Using two polarised capacitors back to back to make a non-polarised capacitor of half the value is an old tecnique, but not one I like much personally. Quite why you want the first DC blocking cap is a mystery as firstly mains doesn't have any DC, and secondly a bridge rectifier doesn't mind some DC on the input. It does add about 640 ohms in series resistance, which is probably it's purpose.

The reservoir capacitor on the output of the bridge can be polarised, as the bridge generates a positive and negative output.
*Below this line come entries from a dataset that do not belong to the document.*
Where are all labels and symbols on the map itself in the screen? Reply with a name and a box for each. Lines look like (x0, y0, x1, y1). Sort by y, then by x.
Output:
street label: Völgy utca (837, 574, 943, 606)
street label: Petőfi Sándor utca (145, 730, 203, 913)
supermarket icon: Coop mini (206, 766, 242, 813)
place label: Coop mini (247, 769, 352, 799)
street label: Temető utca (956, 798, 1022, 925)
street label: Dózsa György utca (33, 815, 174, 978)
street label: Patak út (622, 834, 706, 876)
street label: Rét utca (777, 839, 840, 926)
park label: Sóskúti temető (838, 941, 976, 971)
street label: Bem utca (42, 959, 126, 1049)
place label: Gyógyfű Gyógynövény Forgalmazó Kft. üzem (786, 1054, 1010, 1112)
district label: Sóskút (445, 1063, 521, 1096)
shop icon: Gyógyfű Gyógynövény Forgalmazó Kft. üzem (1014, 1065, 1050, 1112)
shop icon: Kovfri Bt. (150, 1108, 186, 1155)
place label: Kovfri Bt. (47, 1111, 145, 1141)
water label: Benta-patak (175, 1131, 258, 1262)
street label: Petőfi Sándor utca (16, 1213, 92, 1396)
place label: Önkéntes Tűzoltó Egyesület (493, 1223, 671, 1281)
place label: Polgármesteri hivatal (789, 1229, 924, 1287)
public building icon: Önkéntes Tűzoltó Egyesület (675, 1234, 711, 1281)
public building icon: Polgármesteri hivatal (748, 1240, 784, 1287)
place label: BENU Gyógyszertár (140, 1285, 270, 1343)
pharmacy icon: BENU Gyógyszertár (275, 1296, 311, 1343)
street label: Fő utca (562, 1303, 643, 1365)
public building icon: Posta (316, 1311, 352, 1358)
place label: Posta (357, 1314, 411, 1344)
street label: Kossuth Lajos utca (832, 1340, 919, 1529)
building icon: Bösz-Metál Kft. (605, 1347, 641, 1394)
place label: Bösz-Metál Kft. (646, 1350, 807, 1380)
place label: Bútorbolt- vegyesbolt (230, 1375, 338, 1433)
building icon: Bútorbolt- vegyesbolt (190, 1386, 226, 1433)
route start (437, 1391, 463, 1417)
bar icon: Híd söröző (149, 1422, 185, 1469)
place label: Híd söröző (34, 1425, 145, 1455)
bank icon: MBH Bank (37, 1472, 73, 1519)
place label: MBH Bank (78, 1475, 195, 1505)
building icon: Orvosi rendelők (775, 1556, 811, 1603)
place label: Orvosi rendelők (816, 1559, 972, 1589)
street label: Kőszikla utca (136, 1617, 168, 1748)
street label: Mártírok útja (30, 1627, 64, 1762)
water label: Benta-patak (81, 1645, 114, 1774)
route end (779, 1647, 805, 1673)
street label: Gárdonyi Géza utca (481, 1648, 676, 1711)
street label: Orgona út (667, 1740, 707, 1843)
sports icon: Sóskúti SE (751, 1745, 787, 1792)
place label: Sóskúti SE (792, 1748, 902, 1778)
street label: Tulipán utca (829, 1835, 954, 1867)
The reservoir capacitor needs a 400V rating, and I would use just a single polarised capacitor.

As you have calculated, 72 LEDs drop about 273V. Assuming a maximum AC RMS input voltage of 264V, the reservoir may get up to 373V, so you are looking to drop 100V through the series resistance. Calculating the LED current is quite tricky for the circuit shown, but it looks like it's about 100mA if you include the input capacitor. This means that each 470 ohm dropper resistor dissipates nearly 5W. If you manage to adjust the components to give 350mA, then the dropper resistor will dissipate nearly 50W!

Note that a mains transients will rip through the series capacitor and might blow all your LEDs.

By the time you've added tarnsient suppression, heatsinks and isolation for a control transistor, it might be cheaper to use a proper isolated PSU.